As Washington Fights about Budgets, Immigration Presents Opportunity for Common Ground

As Congress and the White House look for ways to pass a new budget and avoid yet another government shutdown, leaders in both parties are searching for common ground. They should start with providing permanent protection for Dreamers and finish by modernizing our antiquated immigration rules.

Late last year, I was proud to join more than 800 CEOs from the tech, manufacturing, financial services, and other industries across the country in calling on President Trump to leave DACA in place. The President unfortunately announced he would end the program, which allows individuals, who are undocumented, came here as children, and do not have a criminal record, to legally work and study in the United States.

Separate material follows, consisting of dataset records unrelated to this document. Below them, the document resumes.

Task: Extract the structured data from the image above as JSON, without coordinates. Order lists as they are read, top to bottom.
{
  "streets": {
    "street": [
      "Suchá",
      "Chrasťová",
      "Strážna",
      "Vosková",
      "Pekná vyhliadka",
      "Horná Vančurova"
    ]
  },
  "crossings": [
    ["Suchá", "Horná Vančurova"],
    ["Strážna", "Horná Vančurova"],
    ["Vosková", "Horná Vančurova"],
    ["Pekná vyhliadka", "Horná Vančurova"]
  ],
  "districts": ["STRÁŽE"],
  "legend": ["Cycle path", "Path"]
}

The moral case for protecting these children and young adults, known as “Dreamers,” is not up for debate – we shouldn’t punish people who find themselves living in the United States undocumented at no fault of their own. And the economic case for immigration reform, including legislation to allow Dreamers to stay in the U.S., is also clear.

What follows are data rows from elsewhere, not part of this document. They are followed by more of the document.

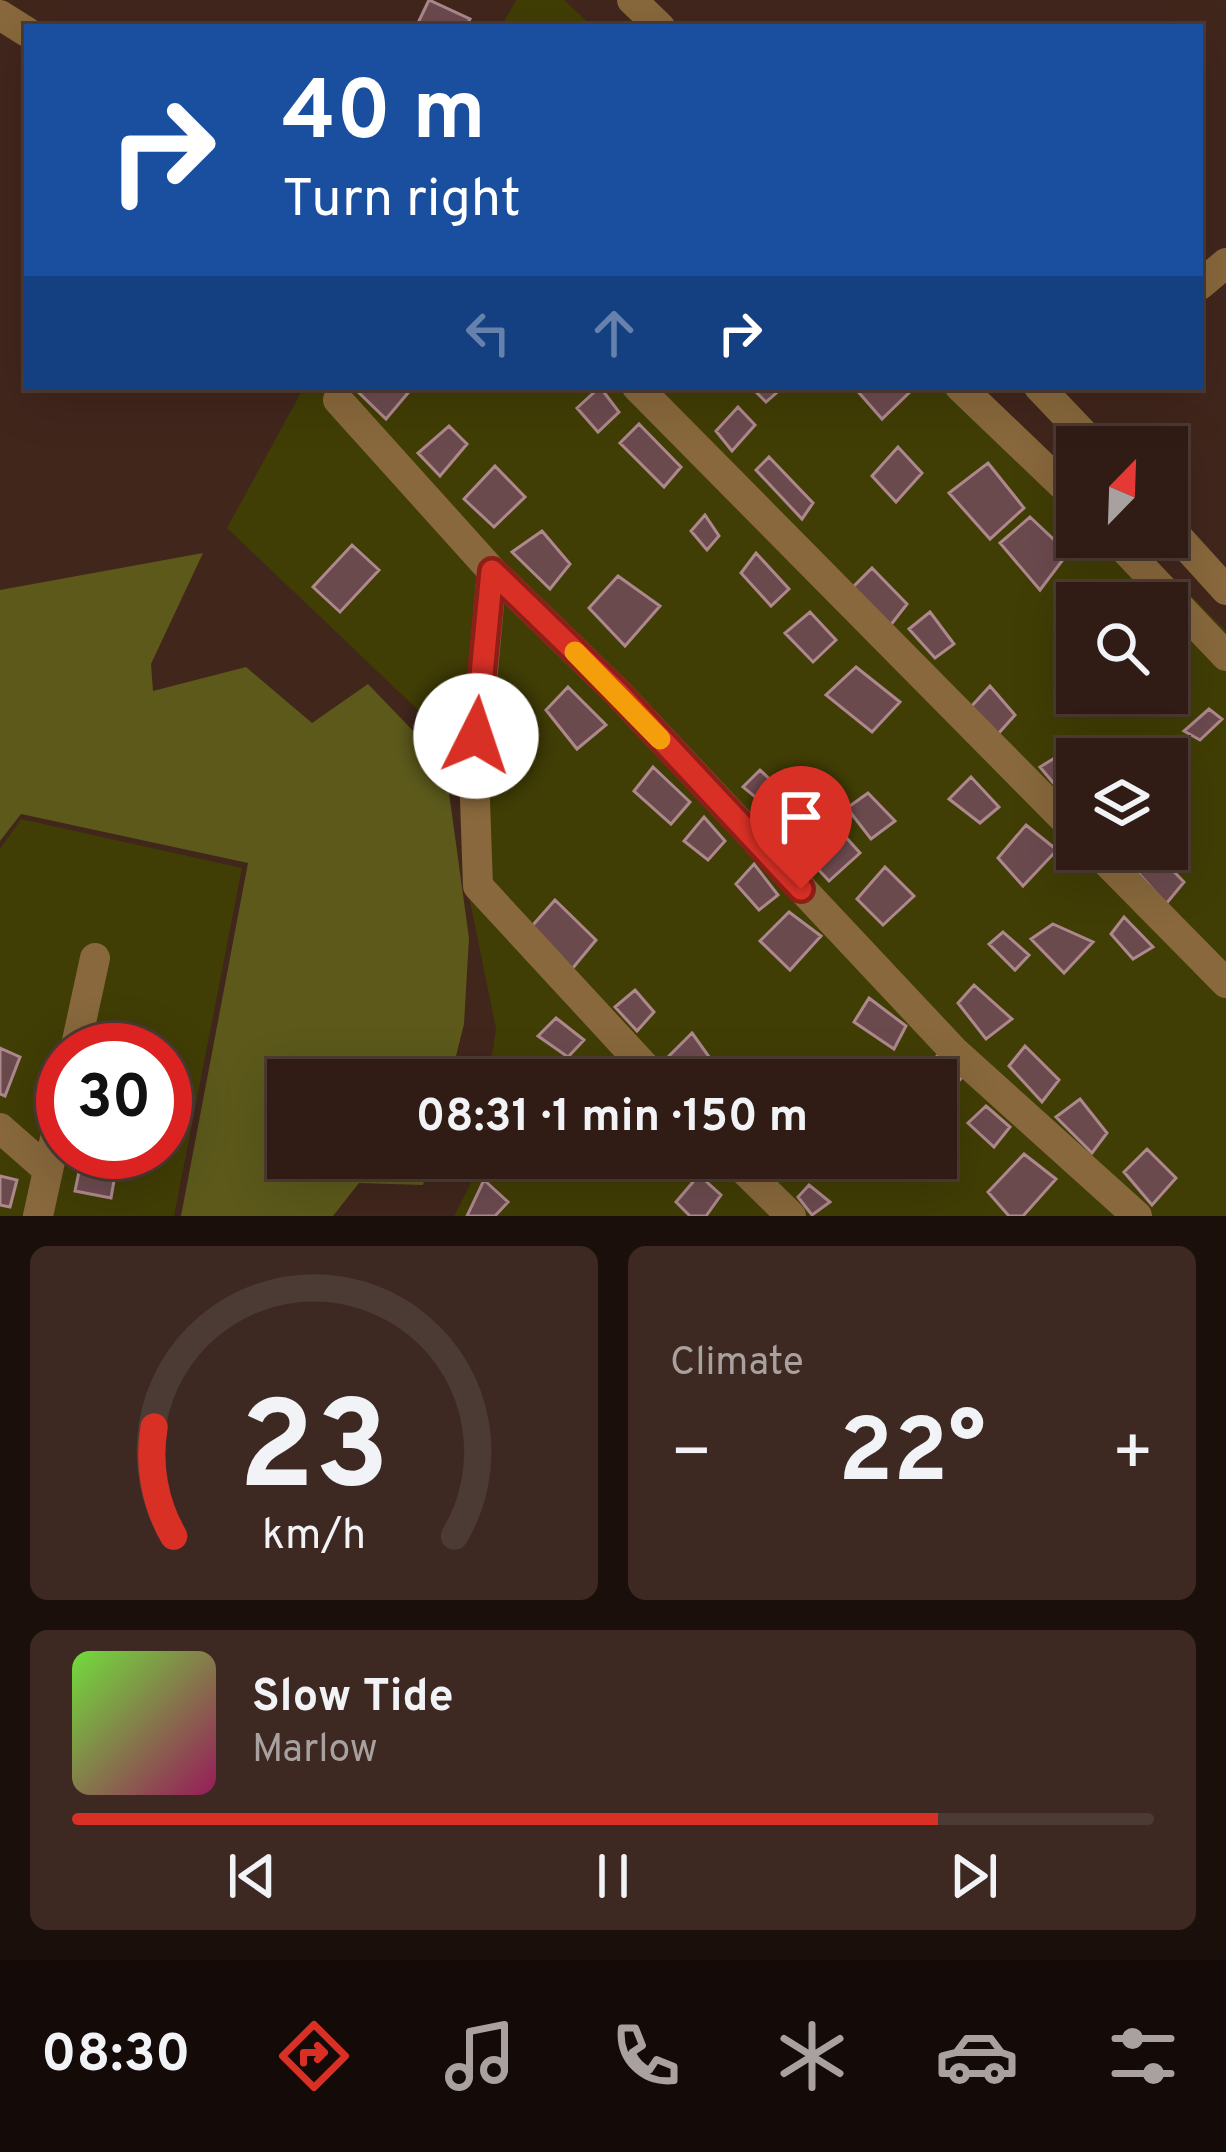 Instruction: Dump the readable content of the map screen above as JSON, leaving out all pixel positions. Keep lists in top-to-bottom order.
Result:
{
  "north": "top right",
  "page": {
    "turn": ["40 m", "Turn right"],
    "limit": "30",
    "trip": "08:31 · 1 min · 150 m",
    "tile": "Climate",
    "heat": ["−", "22°", "+"],
    "song": ["Slow Tide", "Marlow"],
    "tabs": "08:30",
    "gauge": ["23", "km/h"]
  }
}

A new analysis out last month from the Center for American Progress (CAP) finds that passing the Dream Act would add nearly $23 billion per year to the U.S. GDP. These gains would grow over time as Dreamers gain more education or skills, a requirement of the program, and others age into the program.

After decades in the hotel industry, I have experienced firsthand how our antiquated immigration system stifles business. According to CAP’s analysis, passing immigration reform that provides legal status to Dreamers would bring certainty to nearly 3 percent of the workforce in the hospitality industry. This would help relieve workforce shortages, improve customer experience, and bring certainty to both employees and hotels.

Immigration reform also needs to improve our system for admitting the more than 77.5 million foreign travelers who come to experience our great country and spend $245 billion on hotels, dining, and attractions. Tourism represents about 11% of America’s exports.

I operate hotels across the country and around the world. Here in the United States, we regularly hear about potential customers who are hoping to stay with us, but have had difficulties obtaining a visa.

While it may seem fairly simple to travel internationally as an American, the U.S. makes it challenging for foreigners from many countries to travel here. In some cases, a visitor must apply for the visa months in advance. Then, she must make an appointment at a U.S. embassy or consulate for an interview, which might take weeks to schedule. At that interview she must bring a variety of documents, but not just a passport; the interviewer is looking for proof of “compelling ties” in the home country, such as letters from family, employers, or even proof of owning a car.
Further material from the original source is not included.